## TASK DESCRIPTION:
Because the entries hold pictures, reproduce only their words, exactly as written.
::::::::
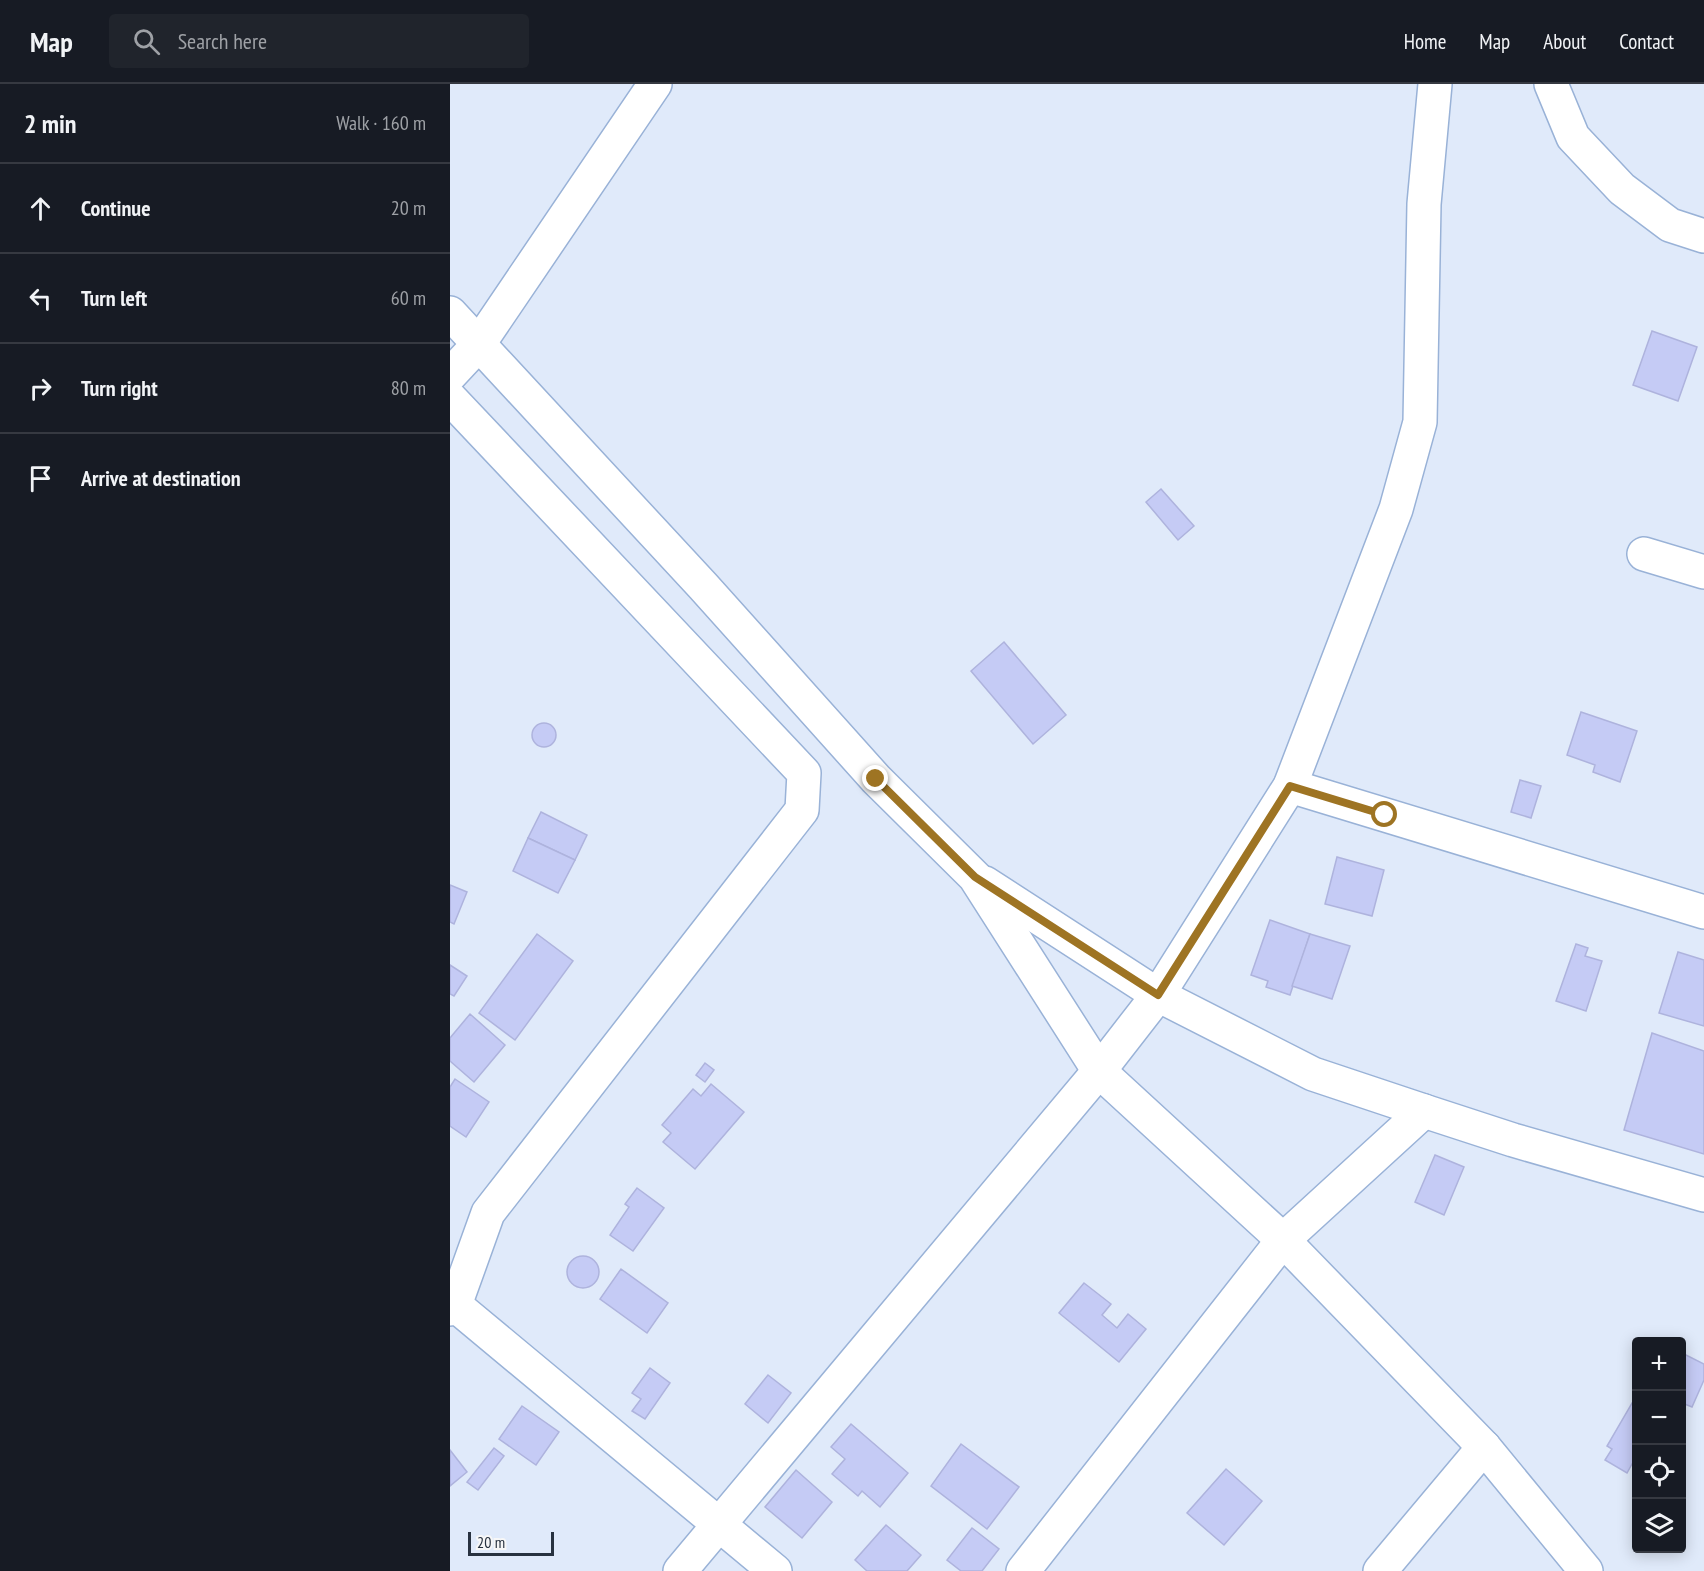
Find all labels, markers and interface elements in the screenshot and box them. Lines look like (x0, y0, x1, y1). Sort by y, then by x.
search box (109, 14, 529, 68)
text: Map (30, 23, 73, 60)
icon: search (130, 25, 163, 58)
text: Search here (178, 27, 267, 55)
text: Home (1404, 28, 1446, 55)
text: Map (1479, 28, 1510, 55)
text: About (1543, 28, 1586, 55)
text: Contact (1619, 28, 1674, 55)
text: 2 min (24, 107, 77, 140)
text: Walk · 160 m (336, 110, 426, 136)
icon: ahead (24, 192, 57, 225)
text: Continue (81, 194, 151, 222)
text: 20 m (391, 195, 426, 221)
icon: left (24, 282, 57, 315)
text: Turn left (81, 284, 147, 312)
text: 60 m (391, 285, 426, 311)
icon: right (24, 372, 57, 405)
text: Turn right (81, 374, 158, 402)
text: 80 m (391, 375, 426, 401)
icon: arrive (24, 462, 57, 495)
text: Arrive at destination (81, 464, 241, 492)
route end (862, 765, 888, 791)
route start (1371, 801, 1397, 827)
map controls (1632, 1337, 1686, 1553)
button: + (1632, 1337, 1686, 1391)
button: − (1632, 1391, 1686, 1445)
button: locate (1632, 1445, 1686, 1499)
button: layers (1632, 1499, 1686, 1553)
scale bar (468, 1529, 554, 1556)
text: 20 m (477, 1532, 505, 1552)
::::::::
## RESULT OF THIS TASK:
Find all labels, markers and interface elements in the screenshot and box them. Lines look like (x0, y0, x1, y1). Sort by y, then by x.
search box (109, 14, 529, 68)
text: Map (30, 23, 73, 60)
icon: search (130, 25, 163, 58)
text: Search here (178, 27, 267, 55)
text: Home (1404, 28, 1446, 55)
text: Map (1479, 28, 1510, 55)
text: About (1543, 28, 1586, 55)
text: Contact (1619, 28, 1674, 55)
text: 2 min (24, 107, 77, 140)
text: Walk · 160 m (336, 110, 426, 136)
icon: ahead (24, 192, 57, 225)
text: Continue (81, 194, 151, 222)
text: 20 m (391, 195, 426, 221)
icon: left (24, 282, 57, 315)
text: Turn left (81, 284, 147, 312)
text: 60 m (391, 285, 426, 311)
icon: right (24, 372, 57, 405)
text: Turn right (81, 374, 158, 402)
text: 80 m (391, 375, 426, 401)
icon: arrive (24, 462, 57, 495)
text: Arrive at destination (81, 464, 241, 492)
route end (862, 765, 888, 791)
route start (1371, 801, 1397, 827)
map controls (1632, 1337, 1686, 1553)
button: + (1632, 1337, 1686, 1391)
button: − (1632, 1391, 1686, 1445)
button: locate (1632, 1445, 1686, 1499)
button: layers (1632, 1499, 1686, 1553)
scale bar (468, 1529, 554, 1556)
text: 20 m (477, 1532, 505, 1552)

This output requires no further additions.